### [WHAT YOU WILL DO]
Pull every "shadow" line out of the data below.
DATA FOR THE TASK section start
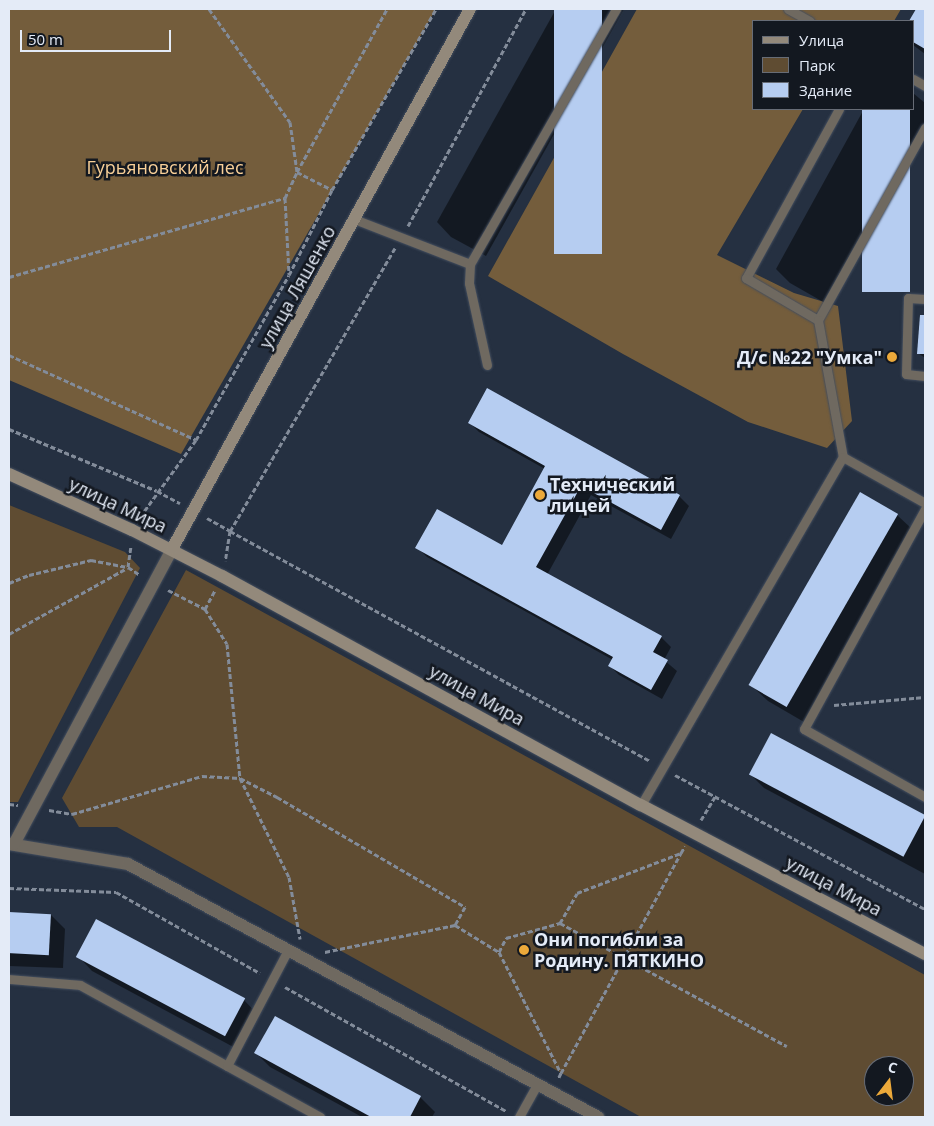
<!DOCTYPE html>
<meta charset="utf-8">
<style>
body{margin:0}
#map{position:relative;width:934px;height:1126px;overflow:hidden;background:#253041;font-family:"Open Sans",sans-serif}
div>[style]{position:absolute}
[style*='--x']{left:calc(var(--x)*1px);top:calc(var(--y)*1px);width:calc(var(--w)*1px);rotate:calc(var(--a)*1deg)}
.green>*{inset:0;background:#5f4c32}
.forest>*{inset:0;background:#745d3c}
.shadow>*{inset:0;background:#0007}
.building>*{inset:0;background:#b6cdf1;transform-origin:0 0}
.path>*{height:3px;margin-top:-1.5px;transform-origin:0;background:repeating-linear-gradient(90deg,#838c9a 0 5px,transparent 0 7.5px)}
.roads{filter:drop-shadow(0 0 1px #444e5e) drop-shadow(0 0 1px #444e5e)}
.service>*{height:9px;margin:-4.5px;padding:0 4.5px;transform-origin:4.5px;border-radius:4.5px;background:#6f6960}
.tertiary>*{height:12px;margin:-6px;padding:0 6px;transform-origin:6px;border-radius:6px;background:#6f6960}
.secondary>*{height:12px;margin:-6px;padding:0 6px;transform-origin:6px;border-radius:6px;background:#93897b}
.dots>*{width:14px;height:14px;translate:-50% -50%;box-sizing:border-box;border:2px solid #131820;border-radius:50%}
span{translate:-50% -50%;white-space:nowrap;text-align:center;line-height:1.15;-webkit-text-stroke:5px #131820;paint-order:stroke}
.park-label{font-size:18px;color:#f9d098}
.street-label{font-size:18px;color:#e4ebf7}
.poi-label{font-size:18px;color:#e4ebf7;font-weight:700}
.right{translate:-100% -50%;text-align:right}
.left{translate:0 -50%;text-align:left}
.frame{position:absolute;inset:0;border:10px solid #e4ebf7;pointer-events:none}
.legend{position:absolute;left:752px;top:20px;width:162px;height:90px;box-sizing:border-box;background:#131820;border:1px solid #676c76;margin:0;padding:6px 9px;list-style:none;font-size:15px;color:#e4ebf7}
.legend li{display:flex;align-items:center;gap:10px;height:25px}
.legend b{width:25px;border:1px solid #676c76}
.north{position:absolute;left:864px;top:1056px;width:50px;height:50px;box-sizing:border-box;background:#131820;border:1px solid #676c76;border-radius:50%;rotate:15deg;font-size:14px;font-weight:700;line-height:20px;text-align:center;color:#e4ebf7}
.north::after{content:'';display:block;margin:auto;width:18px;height:22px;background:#eca93a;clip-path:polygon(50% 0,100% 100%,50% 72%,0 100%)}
.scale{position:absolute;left:20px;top:30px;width:151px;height:22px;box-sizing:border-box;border:2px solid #e4ebf7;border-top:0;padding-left:6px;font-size:15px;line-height:18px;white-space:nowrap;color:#e4ebf7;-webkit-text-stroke:4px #131820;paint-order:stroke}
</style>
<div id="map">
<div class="green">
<div style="clip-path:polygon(9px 505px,125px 552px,140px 568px,18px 802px,9px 802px)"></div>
<div style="clip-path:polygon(evenodd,186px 570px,925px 975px,925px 1117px,641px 1117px,117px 827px,79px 827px,62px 798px,186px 570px,874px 1066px,904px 1066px,904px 1096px,874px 1096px,874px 1066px)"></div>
</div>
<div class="forest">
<div style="clip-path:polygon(9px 9px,436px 9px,181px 454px,9px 380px)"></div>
<div style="clip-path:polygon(637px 9px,901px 9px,894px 21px,753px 21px,753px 109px,803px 109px,717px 255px,794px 293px,838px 306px,852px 421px,827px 448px,748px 422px,623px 354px,488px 276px)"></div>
</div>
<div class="shadow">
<div style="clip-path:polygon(556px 9px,624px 9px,486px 256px,451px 237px,437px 222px)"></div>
<div style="clip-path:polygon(917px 9px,925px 9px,925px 54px,913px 45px,913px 21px,910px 21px)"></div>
<div style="clip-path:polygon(913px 93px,925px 103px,925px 121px,825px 303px,790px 283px,776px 269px,864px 109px,913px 109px)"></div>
<div style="clip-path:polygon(921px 316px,925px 317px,925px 358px,918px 353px)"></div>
<div style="clip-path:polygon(469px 422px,679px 496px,689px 506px,671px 539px,591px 495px,547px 575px,661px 637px,671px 647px,664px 660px,677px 671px,662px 699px,619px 675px,609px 665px,613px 660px,427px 557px,417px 547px,502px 547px,545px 469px,479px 432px)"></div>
<div style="clip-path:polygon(897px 515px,912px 529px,804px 722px,768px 701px,753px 687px)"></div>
<div style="clip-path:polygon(771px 735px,925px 818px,925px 874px,764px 788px,750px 774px)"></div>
<div style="clip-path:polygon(9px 913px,51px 915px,65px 929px,63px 968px,9px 966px)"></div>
<div style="clip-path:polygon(78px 956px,244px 1000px,258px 1015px,239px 1050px,92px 971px)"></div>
<div style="clip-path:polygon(275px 1018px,420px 1097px,435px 1112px,432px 1117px,362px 1117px,270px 1067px,256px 1053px)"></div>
</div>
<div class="building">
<div style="left:554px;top:9px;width:48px;height:245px"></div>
<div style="clip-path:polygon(916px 9px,925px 9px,925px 49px,913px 42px,913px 21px,909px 21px)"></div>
<div style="left:862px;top:109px;width:48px;height:183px"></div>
<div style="clip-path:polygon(920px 315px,925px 315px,925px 354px,917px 354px)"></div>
<div style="clip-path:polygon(487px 388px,680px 495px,661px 530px,581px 486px,536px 567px,662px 636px,653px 652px,668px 660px,651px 690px,608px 666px,613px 657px,415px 548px,437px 509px,502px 545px,545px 466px,468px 423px)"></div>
<div style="left:860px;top:492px;width:44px;height:223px;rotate:30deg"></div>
<div style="left:771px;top:733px;width:175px;height:47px;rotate:28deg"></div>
<div style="left:9px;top:912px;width:42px;height:41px;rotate:3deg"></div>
<div style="left:96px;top:919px;width:169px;height:43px;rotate:28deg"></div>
<div style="clip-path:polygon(275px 1016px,421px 1096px,410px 1117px,371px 1117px,254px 1053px)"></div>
</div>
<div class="path">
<div style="--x:209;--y:9;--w:139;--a:54.4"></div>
<div style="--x:290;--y:122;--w:50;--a:82"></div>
<div style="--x:297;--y:172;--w:39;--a:27"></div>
<div style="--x:285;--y:198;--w:76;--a:87"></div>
<div style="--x:408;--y:226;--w:247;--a:-61.5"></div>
<div style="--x:395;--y:248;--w:328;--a:120.2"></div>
<div style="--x:230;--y:531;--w:479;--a:28.7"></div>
<div style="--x:9;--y:277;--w:287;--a:-16"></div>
<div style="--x:285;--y:198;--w:29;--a:-65"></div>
<div style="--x:297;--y:172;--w:186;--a:-61.1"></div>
<div style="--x:9;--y:355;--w:205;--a:24.4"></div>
<div style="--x:196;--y:440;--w:189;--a:-60.6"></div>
<div style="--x:289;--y:275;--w:95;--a:-63.2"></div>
<div style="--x:332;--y:190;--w:209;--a:-60.1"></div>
<div style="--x:9;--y:429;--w:160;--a:22.7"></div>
<div style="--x:157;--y:491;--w:26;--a:28"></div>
<div style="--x:140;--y:517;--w:95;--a:-54"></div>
<div style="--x:207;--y:518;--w:26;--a:29"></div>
<div style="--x:230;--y:531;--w:30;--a:99"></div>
<div style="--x:128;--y:567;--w:21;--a:-82"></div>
<div style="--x:9;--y:583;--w:22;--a:-22"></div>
<div style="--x:29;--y:575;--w:64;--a:-13.6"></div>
<div style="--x:91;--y:560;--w:38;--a:11"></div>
<div style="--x:128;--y:567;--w:14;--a:34"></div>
<div style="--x:168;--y:590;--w:42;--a:27.2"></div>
<div style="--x:205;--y:609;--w:41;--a:57.8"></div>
<div style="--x:227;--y:644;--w:135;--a:84.5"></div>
<div style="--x:240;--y:778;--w:110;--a:63.7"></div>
<div style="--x:289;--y:877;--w:63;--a:79.9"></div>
<div style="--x:205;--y:609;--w:21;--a:-62"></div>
<div style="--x:9;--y:634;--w:135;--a:-29.2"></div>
<div style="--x:834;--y:705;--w:91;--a:-5"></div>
<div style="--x:675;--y:775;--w:284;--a:28.2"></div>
<div style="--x:9;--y:804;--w:9;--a:6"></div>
<div style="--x:49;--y:810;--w:23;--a:10"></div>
<div style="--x:72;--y:814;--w:135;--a:-16.3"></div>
<div style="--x:202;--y:776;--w:38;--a:3"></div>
<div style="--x:240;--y:778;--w:42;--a:27.2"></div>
<div style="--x:277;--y:797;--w:218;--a:30.3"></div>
<div style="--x:465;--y:907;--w:21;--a:119"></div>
<div style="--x:455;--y:925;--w:133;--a:168.3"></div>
<div style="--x:701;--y:820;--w:27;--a:-59"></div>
<div style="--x:9;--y:888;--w:107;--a:2.1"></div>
<div style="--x:116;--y:892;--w:165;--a:29.4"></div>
<div style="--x:560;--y:923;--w:258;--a:28.5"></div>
<div style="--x:455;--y:925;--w:52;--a:31.5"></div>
<div style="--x:499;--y:952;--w:136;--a:62.9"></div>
<div style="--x:561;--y:1073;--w:7;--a:117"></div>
<div style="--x:499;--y:952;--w:16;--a:-63"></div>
<div style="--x:506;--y:938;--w:56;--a:-15.5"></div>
<div style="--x:560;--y:923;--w:34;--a:-60"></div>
<div style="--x:577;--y:893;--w:111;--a:-21"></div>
<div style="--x:681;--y:853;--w:8;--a:-60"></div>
<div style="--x:285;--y:987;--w:253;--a:29.3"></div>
<div style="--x:561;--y:1073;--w:251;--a:-61.4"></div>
</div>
<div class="roads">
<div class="service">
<div style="--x:788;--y:9;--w:25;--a:29"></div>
<div style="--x:913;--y:79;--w:14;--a:30"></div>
<div style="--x:839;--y:109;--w:193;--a:118.8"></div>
<div style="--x:746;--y:278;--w:83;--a:30.3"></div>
<div style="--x:818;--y:320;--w:220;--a:-60.9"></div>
<div style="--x:354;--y:219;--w:124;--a:21.2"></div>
<div style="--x:925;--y:299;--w:17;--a:-177"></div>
<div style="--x:908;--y:298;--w:76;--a:91.5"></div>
<div style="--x:906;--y:374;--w:19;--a:6"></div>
<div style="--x:818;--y:320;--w:139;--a:79.7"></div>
<div style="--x:487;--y:365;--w:84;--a:-102.4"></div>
<div style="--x:469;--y:283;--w:19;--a:-87"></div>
<div style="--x:470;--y:264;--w:294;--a:-60.2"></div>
<div style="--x:925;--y:509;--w:251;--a:118.8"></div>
<div style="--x:804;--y:729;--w:139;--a:29.3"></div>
<div style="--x:641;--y:805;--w:402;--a:-59.9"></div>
<div style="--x:843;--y:457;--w:94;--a:29.3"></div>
<div style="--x:9;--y:979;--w:71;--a:4.8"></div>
<div style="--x:80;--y:985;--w:274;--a:28.8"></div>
<div style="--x:227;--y:1066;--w:131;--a:-62.3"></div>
<div style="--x:519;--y:1117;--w:37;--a:-61"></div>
</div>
<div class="tertiary">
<div style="--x:9;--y:844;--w:121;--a:9.5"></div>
<div style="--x:128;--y:864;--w:534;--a:28.29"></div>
<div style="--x:14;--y:844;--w:335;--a:-61.8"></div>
</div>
<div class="secondary">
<div style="--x:9;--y:474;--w:135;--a:24.5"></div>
<div style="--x:132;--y:530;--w:101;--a:27.1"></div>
<div style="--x:222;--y:576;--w:477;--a:28.7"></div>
<div style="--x:641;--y:805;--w:321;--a:27.7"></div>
<div style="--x:172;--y:549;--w:617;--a:-61.11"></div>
</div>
</div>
<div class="dots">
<div style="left:892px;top:357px;background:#eca93a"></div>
<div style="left:540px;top:495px;background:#eca93a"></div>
<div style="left:524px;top:950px;background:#eca93a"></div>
</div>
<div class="park-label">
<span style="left:165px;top:167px">Гурьяновский лес</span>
</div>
<div class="street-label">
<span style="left:297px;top:287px;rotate:-61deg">улица Ляшенко</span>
<span style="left:118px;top:505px;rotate:25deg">улица Мира</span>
<span style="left:477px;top:695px;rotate:29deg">улица Мира</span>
<span style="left:834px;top:886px;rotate:28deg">улица Мира</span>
</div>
<div class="poi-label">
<span class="right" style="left:882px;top:357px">Д/с №22 "Умка"</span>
<span class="left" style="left:550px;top:495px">Технический<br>лицей</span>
<span class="left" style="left:534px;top:950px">Они погибли за<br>Родину. ПЯТКИНО</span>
</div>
<div class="frame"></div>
<ul class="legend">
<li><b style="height:6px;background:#93897b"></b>Улица</li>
<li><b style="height:14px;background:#5f4c32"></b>Парк</li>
<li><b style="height:14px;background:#b6cdf1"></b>Здание</li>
</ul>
<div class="north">С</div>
<div class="scale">50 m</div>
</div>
DATA FOR THE TASK section end
### [TASK SOLUTION]
.shadow>*{inset:0;background:#0007}
.roads{filter:drop-shadow(0 0 1px #444e5e) drop-shadow(0 0 1px #444e5e)}
<div class="shadow">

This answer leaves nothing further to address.